Task to complete:
Your answer should be one number, the count of lines in the entries holding the word "Václav".

*** Materials provided Section Begins ***

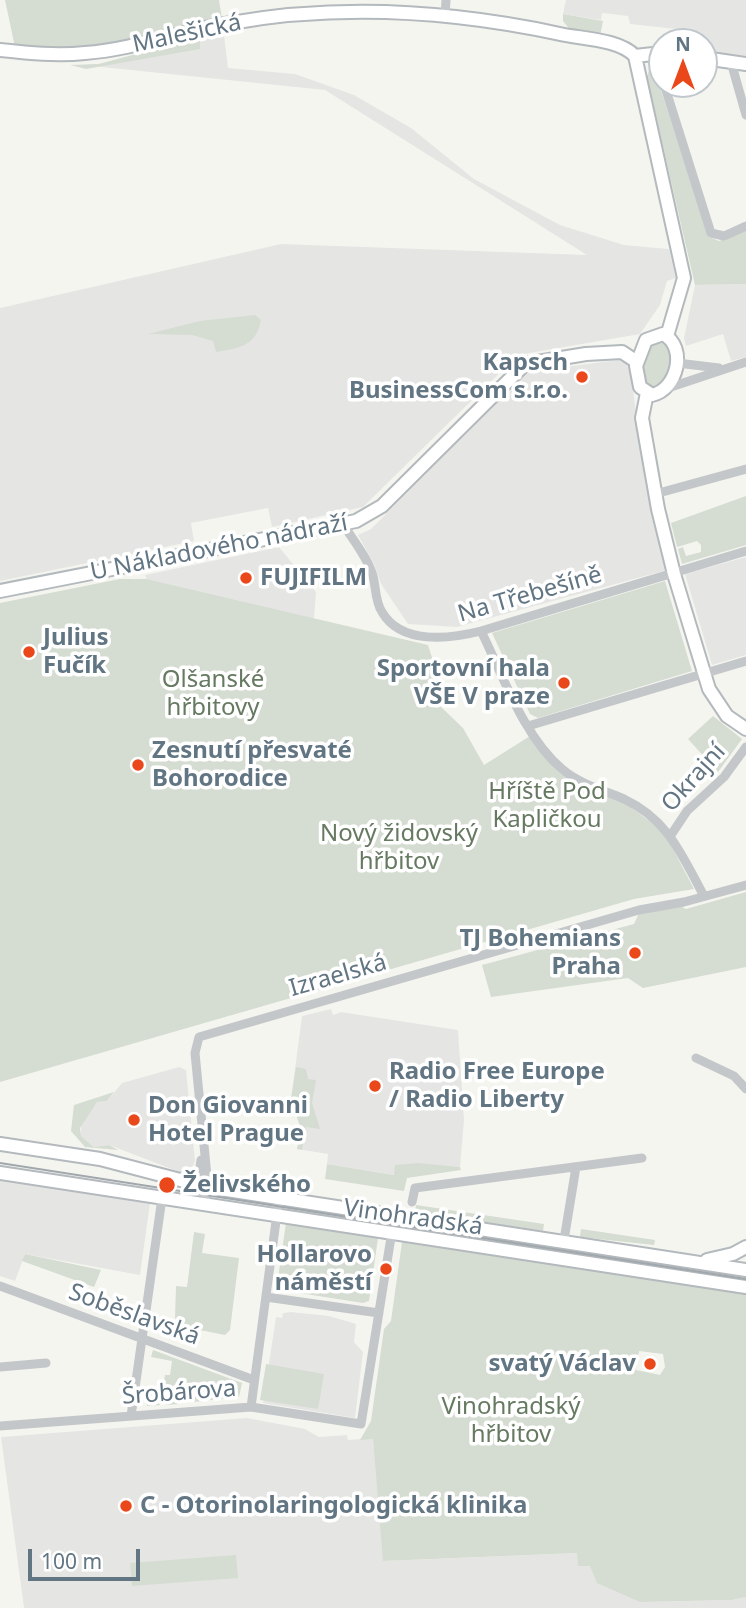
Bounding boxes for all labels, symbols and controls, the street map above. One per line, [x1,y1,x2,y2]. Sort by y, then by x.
street label: Malešická [130,8,244,60]
north arrow [648,28,718,98]
text: N [675,31,691,57]
place label: Kapsch BusinessCom s.r.o. [349,349,568,405]
marker: Kapsch BusinessCom s.r.o. [574,369,590,385]
street label: U Nákladového nádraží [88,509,350,587]
street label: Na Třebešíně [455,561,605,629]
place label: FUJIFILM [260,564,367,592]
marker: FUJIFILM [238,570,254,586]
place label: Julius Fučík [43,624,109,680]
marker: Julius Fučík [21,644,37,660]
place label: Sportovní hala VŠE V praze [377,655,550,711]
park label: Olšanské hřbitovy [162,666,264,722]
marker: Sportovní hala VŠE V praze [556,675,572,691]
place label: Zesnutí přesvaté Bohorodice [152,737,352,793]
street label: Okrajní [656,738,732,818]
marker: Zesnutí přesvaté Bohorodice [130,757,146,773]
park label: Hříště Pod Kapličkou [488,778,606,834]
park label: Nový židovský hřbitov [320,820,478,876]
place label: TJ Bohemians Praha [459,925,621,981]
marker: TJ Bohemians Praha [627,945,643,961]
street label: Izraelská [286,948,390,1004]
place label: Radio Free Europe / Radio Liberty [389,1058,605,1114]
marker: Radio Free Europe / Radio Liberty [367,1078,383,1094]
place label: Don Giovanni Hotel Prague [148,1092,308,1148]
marker: Don Giovanni Hotel Prague [126,1112,142,1128]
place label: Želivského [183,1171,311,1199]
marker: Želivského [157,1175,177,1195]
street label: Vinohradská [342,1194,484,1242]
place label: Hollarovo náměstí [256,1241,372,1297]
marker: Hollarovo náměstí [378,1261,394,1277]
street label: Soběslavská [65,1278,203,1352]
place label: svatý Václav [488,1350,636,1378]
marker: svatý Václav [642,1356,658,1372]
street label: Šrobárova [121,1375,237,1411]
park label: Vinohradský hřbitov [442,1393,580,1449]
place label: C - Otorinolaringologická klinika [140,1492,527,1520]
marker: C - Otorinolaringologická klinika [118,1498,134,1514]
scale bar [32,1534,144,1578]
text: 100 m [41,1547,102,1575]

*** Materials provided Section Ends ***

Task response:
2